WORK TO COMPLETE: An exact transcription of the records is required, minus any images.

DATA FOR ANALYSIS:
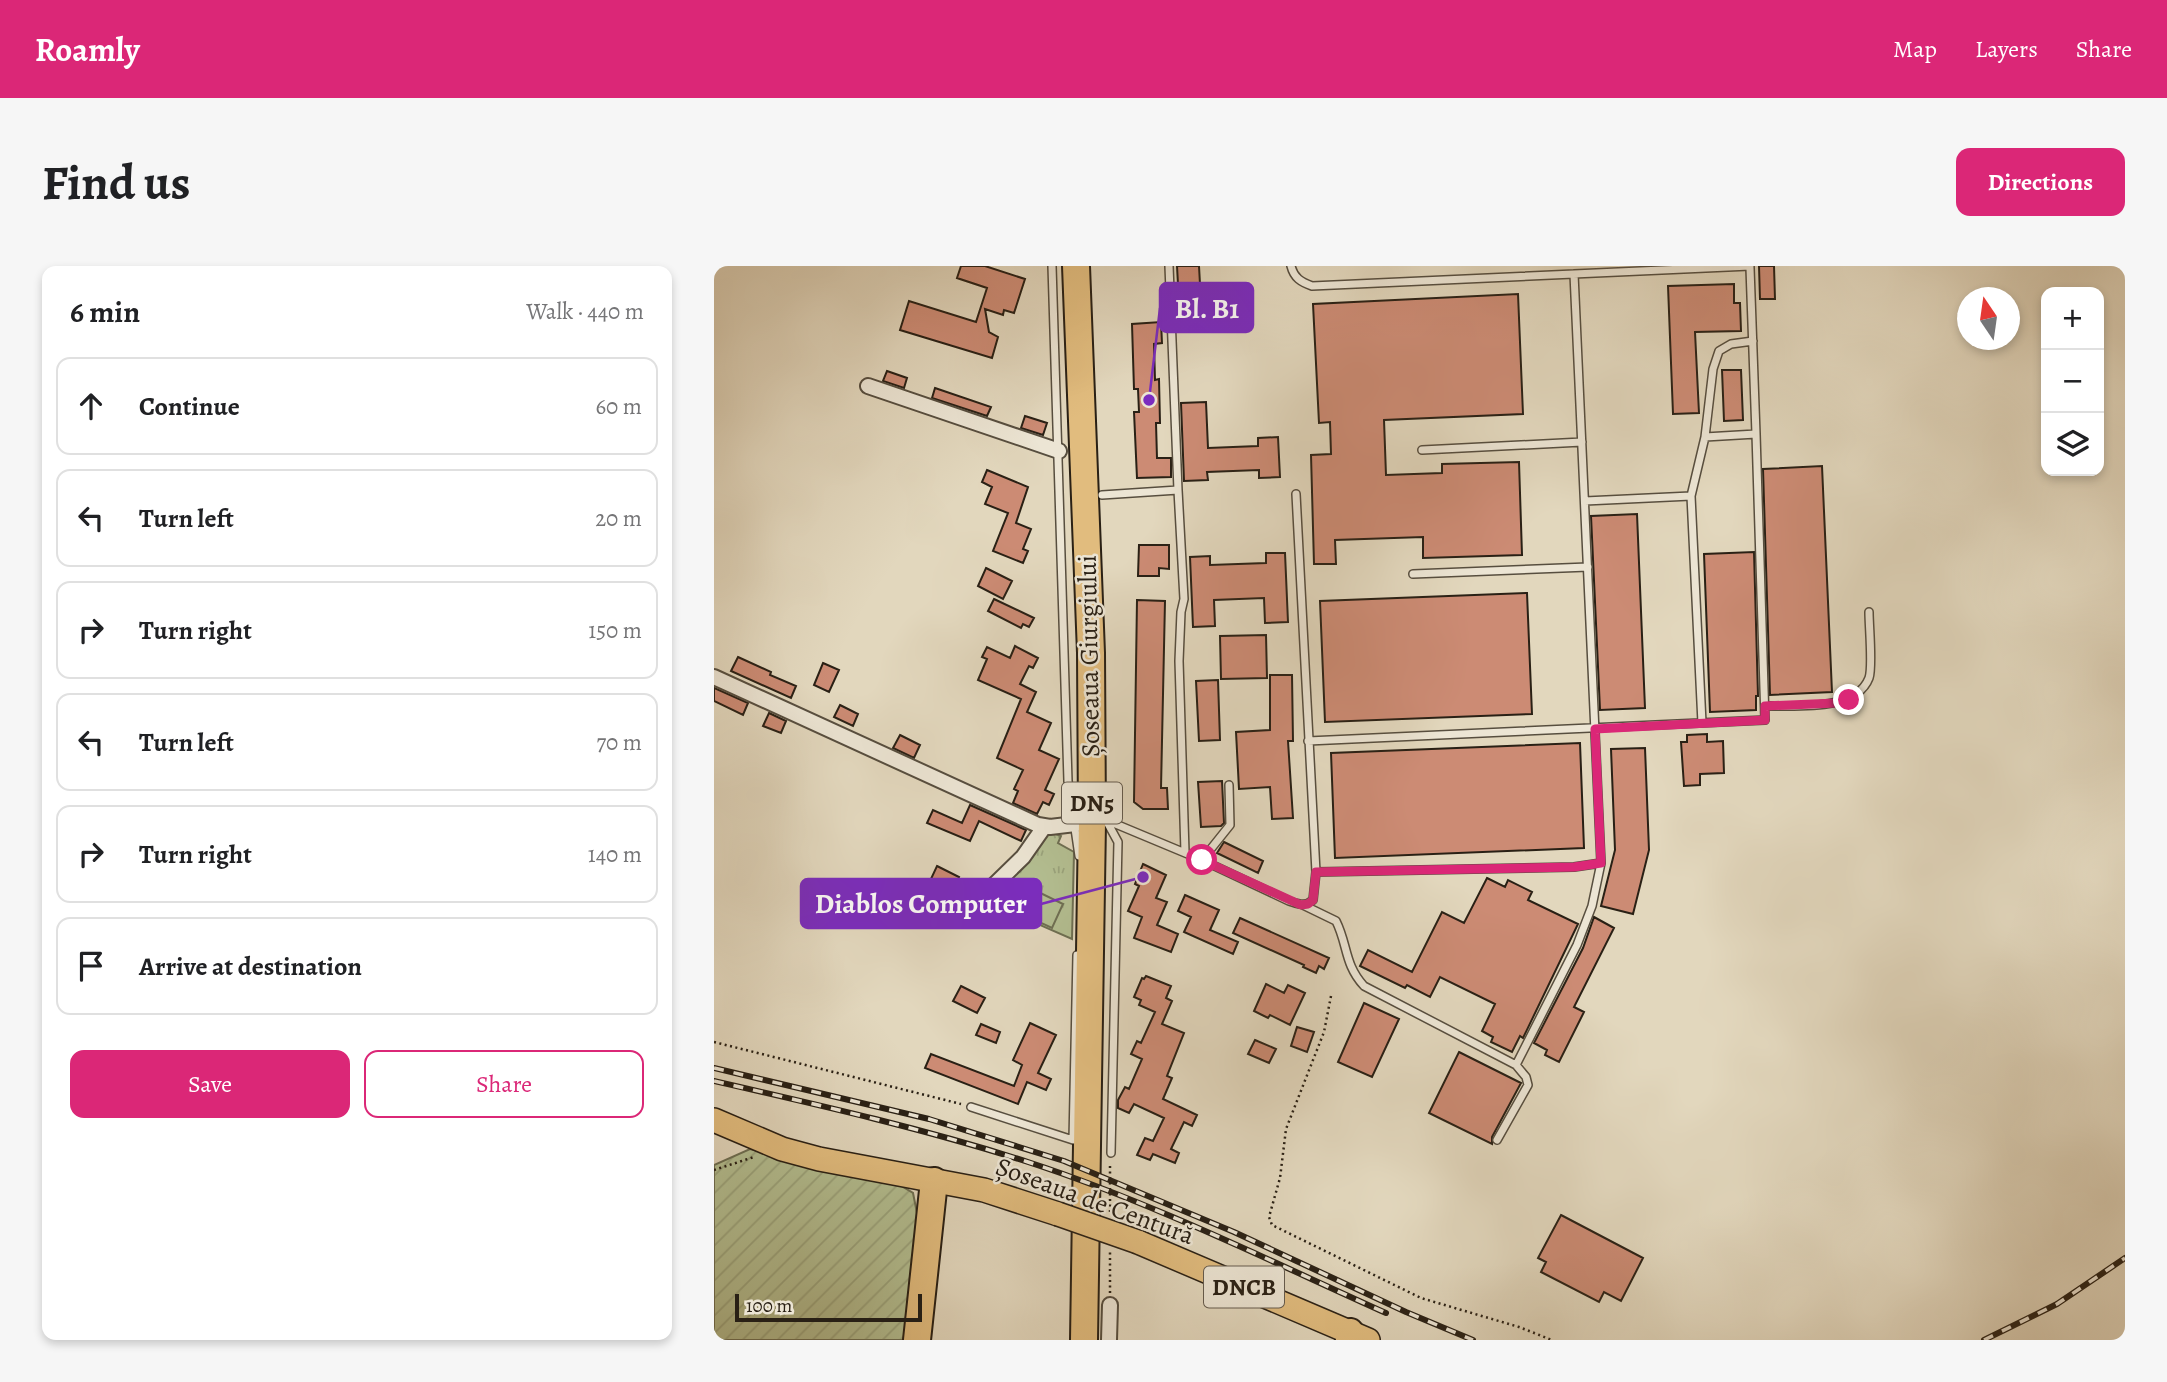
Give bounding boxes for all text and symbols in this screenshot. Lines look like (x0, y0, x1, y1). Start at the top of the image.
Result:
text: Roamly (35, 27, 140, 72)
text: Map (1893, 33, 1937, 65)
text: Layers (1975, 33, 2038, 65)
text: Share (2076, 33, 2132, 65)
button: Directions (1956, 148, 2125, 216)
text: Find us (42, 149, 190, 216)
callout: Bl. B1 (1160, 283, 1253, 332)
north arrow (1957, 287, 2020, 350)
map controls (2041, 287, 2104, 476)
button: + (2041, 287, 2104, 350)
text: Bl. B1 (1175, 290, 1239, 328)
text: 6 min (70, 292, 140, 332)
text: Walk · 440 m (526, 296, 644, 327)
button: − (2041, 350, 2104, 413)
icon: ahead (72, 387, 110, 425)
text: Continue (139, 389, 240, 424)
text: 60 m (595, 391, 642, 422)
button: layers (2041, 413, 2104, 476)
icon: left (72, 499, 110, 537)
text: Turn left (139, 501, 234, 536)
text: 20 m (595, 503, 642, 534)
street label: Șoseaua Giurgiului (1070, 555, 1108, 757)
icon: right (72, 611, 110, 649)
text: Turn right (139, 613, 252, 648)
text: 150 m (588, 615, 642, 646)
route end (1833, 684, 1864, 715)
icon: left (72, 723, 110, 761)
text: Turn left (139, 725, 234, 760)
text: 70 m (596, 727, 642, 758)
road number: DN5 (1062, 782, 1122, 824)
icon: right (72, 835, 110, 873)
text: Turn right (139, 837, 252, 872)
text: 140 m (588, 839, 642, 870)
route start (1186, 844, 1217, 875)
callout: Diablos Computer (801, 879, 1041, 928)
text: Diablos Computer (815, 885, 1028, 923)
icon: arrive (72, 947, 110, 985)
text: Arrive at destination (139, 949, 362, 984)
button: Save (70, 1050, 350, 1118)
button: Share (364, 1050, 644, 1118)
street label: Șoseaua de Centură (991, 1149, 1199, 1253)
road number: DNCB (1204, 1267, 1284, 1308)
scale bar (735, 1291, 922, 1323)
text: 100 m (746, 1293, 792, 1319)

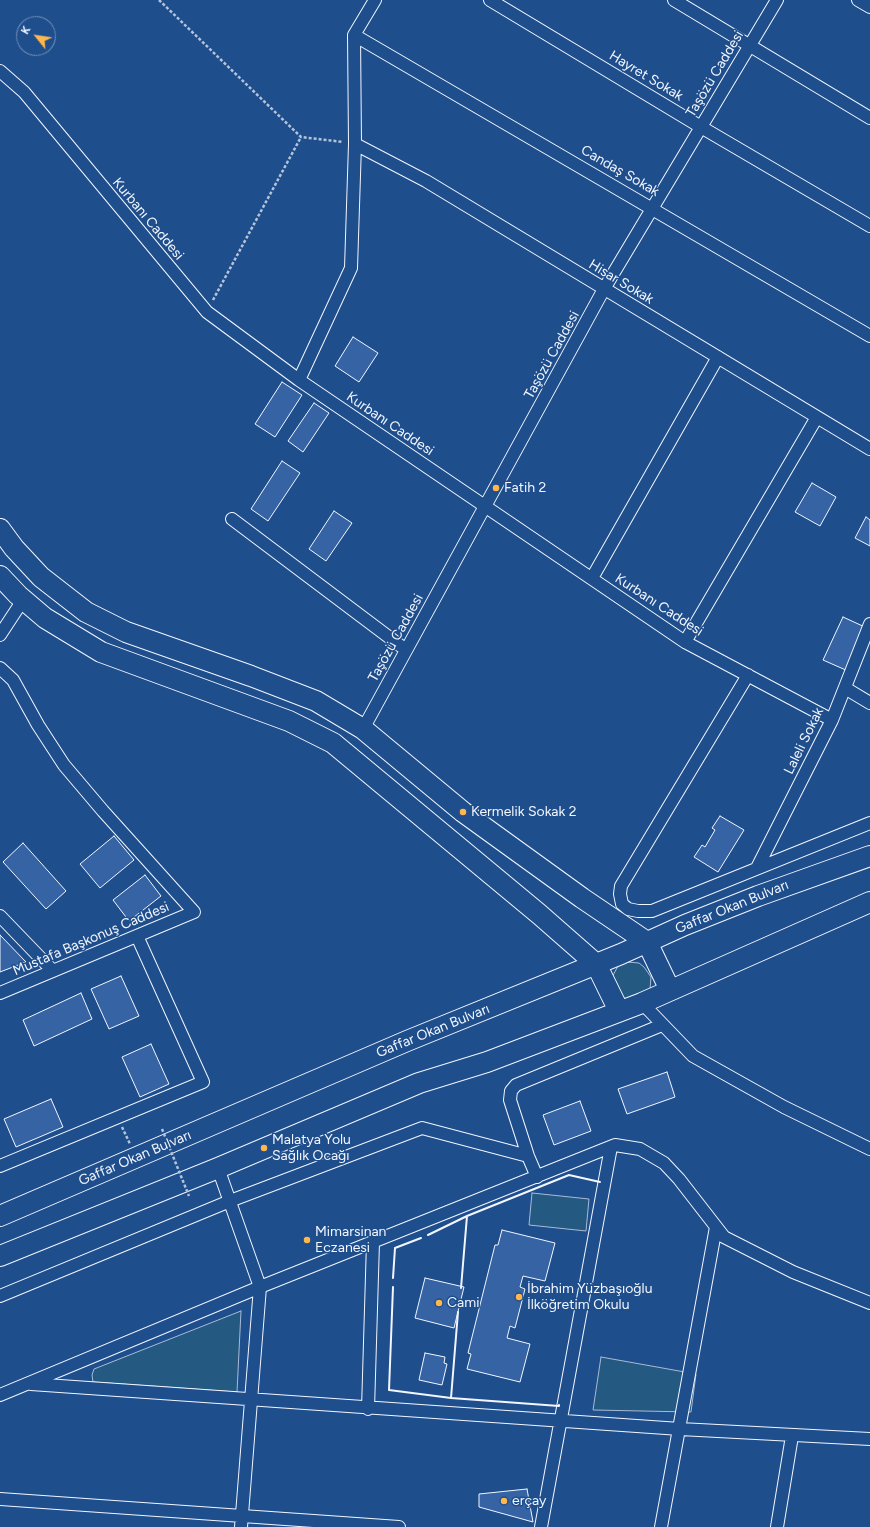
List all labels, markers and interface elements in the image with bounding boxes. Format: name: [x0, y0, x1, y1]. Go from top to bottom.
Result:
north arrow: [16, 16, 56, 56]
text: K: [19, 24, 33, 37]
street label: Taşözü Caddesi: [683, 28, 747, 120]
street label: Hayret Sokak: [606, 47, 686, 105]
street label: Candaş Sokak: [578, 142, 662, 200]
street label: Kurbanı Caddesi: [109, 175, 187, 263]
street label: Hisar Sokak: [585, 256, 657, 308]
street label: Taşözü Caddesi: [521, 308, 583, 402]
street label: Kurbanı Caddesi: [343, 389, 437, 459]
place label: Fatih 2: [504, 480, 546, 496]
marker: Fatih 2: [491, 483, 501, 493]
street label: Kurbanı Caddesi: [612, 570, 706, 640]
street label: Taşözü Caddesi: [365, 591, 427, 685]
street label: Laleli Sokak: [781, 705, 827, 777]
place label: Kermelik Sokak 2: [471, 804, 577, 820]
marker: Kermelik Sokak 2: [458, 807, 468, 817]
street label: Gaffar Okan Bulvarı: [673, 877, 791, 937]
street label: Mustafa Başkonuş Caddesi: [10, 898, 172, 980]
street label: Gaffar Okan Bulvarı: [374, 1001, 492, 1061]
street label: Gaffar Okan Bulvarı: [76, 1127, 194, 1189]
place label: Malatya Yolu Sağlık Ocağı: [272, 1132, 351, 1164]
marker: Malatya Yolu Sağlık Ocağı: [259, 1143, 269, 1153]
place label: Mimarsinan Eczanesi: [315, 1224, 386, 1256]
marker: Mimarsinan Eczanesi: [302, 1235, 312, 1245]
place label: İbrahim Yüzbaşıoğlu İlköğretim Okulu: [527, 1281, 652, 1314]
marker: İbrahim Yüzbaşıoğlu İlköğretim Okulu: [514, 1292, 524, 1302]
place label: Cami: [447, 1295, 479, 1311]
marker: Cami: [434, 1298, 444, 1308]
place label: erçay: [512, 1493, 546, 1509]
marker: erçay: [499, 1496, 509, 1506]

YOUR SOLUTION:
Give bounding boxes for all text and symbols in this screenshot. Lines look like (x0, y0, x1, y1). Start at the top of the image.
Result:
text: Roamly (35, 27, 140, 72)
text: Map (1893, 33, 1937, 65)
text: Layers (1975, 33, 2038, 65)
text: Share (2076, 33, 2132, 65)
button: Directions (1956, 148, 2125, 216)
text: Find us (42, 149, 190, 216)
callout: Bl. B1 (1160, 283, 1253, 332)
north arrow (1957, 287, 2020, 350)
map controls (2041, 287, 2104, 476)
button: + (2041, 287, 2104, 350)
text: Bl. B1 (1175, 290, 1239, 328)
text: 6 min (70, 292, 140, 332)
text: Walk · 440 m (526, 296, 644, 327)
button: − (2041, 350, 2104, 413)
icon: ahead (72, 387, 110, 425)
text: Continue (139, 389, 240, 424)
text: 60 m (595, 391, 642, 422)
button: layers (2041, 413, 2104, 476)
icon: left (72, 499, 110, 537)
text: Turn left (139, 501, 234, 536)
text: 20 m (595, 503, 642, 534)
street label: Șoseaua Giurgiului (1070, 555, 1108, 757)
icon: right (72, 611, 110, 649)
text: Turn right (139, 613, 252, 648)
text: 150 m (588, 615, 642, 646)
route end (1833, 684, 1864, 715)
icon: left (72, 723, 110, 761)
text: Turn left (139, 725, 234, 760)
text: 70 m (596, 727, 642, 758)
road number: DN5 (1062, 782, 1122, 824)
icon: right (72, 835, 110, 873)
text: Turn right (139, 837, 252, 872)
text: 140 m (588, 839, 642, 870)
route start (1186, 844, 1217, 875)
callout: Diablos Computer (801, 879, 1041, 928)
text: Diablos Computer (815, 885, 1028, 923)
icon: arrive (72, 947, 110, 985)
text: Arrive at destination (139, 949, 362, 984)
button: Save (70, 1050, 350, 1118)
button: Share (364, 1050, 644, 1118)
street label: Șoseaua de Centură (991, 1149, 1199, 1253)
road number: DNCB (1204, 1267, 1284, 1308)
scale bar (735, 1291, 922, 1323)
text: 100 m (746, 1293, 792, 1319)

List all labels, markers and interface elements in the image with bounding boxes. Format: name: [x0, y0, x1, y1]. Go from top to bottom.
Result:
north arrow: [16, 16, 56, 56]
text: K: [19, 24, 33, 37]
street label: Taşözü Caddesi: [683, 28, 747, 120]
street label: Hayret Sokak: [606, 47, 686, 105]
street label: Candaş Sokak: [578, 142, 662, 200]
street label: Kurbanı Caddesi: [109, 175, 187, 263]
street label: Hisar Sokak: [585, 256, 657, 308]
street label: Taşözü Caddesi: [521, 308, 583, 402]
street label: Kurbanı Caddesi: [343, 389, 437, 459]
place label: Fatih 2: [504, 480, 546, 496]
marker: Fatih 2: [491, 483, 501, 493]
street label: Kurbanı Caddesi: [612, 570, 706, 640]
street label: Taşözü Caddesi: [365, 591, 427, 685]
street label: Laleli Sokak: [781, 705, 827, 777]
place label: Kermelik Sokak 2: [471, 804, 577, 820]
marker: Kermelik Sokak 2: [458, 807, 468, 817]
street label: Gaffar Okan Bulvarı: [673, 877, 791, 937]
street label: Mustafa Başkonuş Caddesi: [10, 898, 172, 980]
street label: Gaffar Okan Bulvarı: [374, 1001, 492, 1061]
street label: Gaffar Okan Bulvarı: [76, 1127, 194, 1189]
place label: Malatya Yolu Sağlık Ocağı: [272, 1132, 351, 1164]
marker: Malatya Yolu Sağlık Ocağı: [259, 1143, 269, 1153]
place label: Mimarsinan Eczanesi: [315, 1224, 386, 1256]
marker: Mimarsinan Eczanesi: [302, 1235, 312, 1245]
place label: İbrahim Yüzbaşıoğlu İlköğretim Okulu: [527, 1281, 652, 1314]
marker: İbrahim Yüzbaşıoğlu İlköğretim Okulu: [514, 1292, 524, 1302]
place label: Cami: [447, 1295, 479, 1311]
marker: Cami: [434, 1298, 444, 1308]
place label: erçay: [512, 1493, 546, 1509]
marker: erçay: [499, 1496, 509, 1506]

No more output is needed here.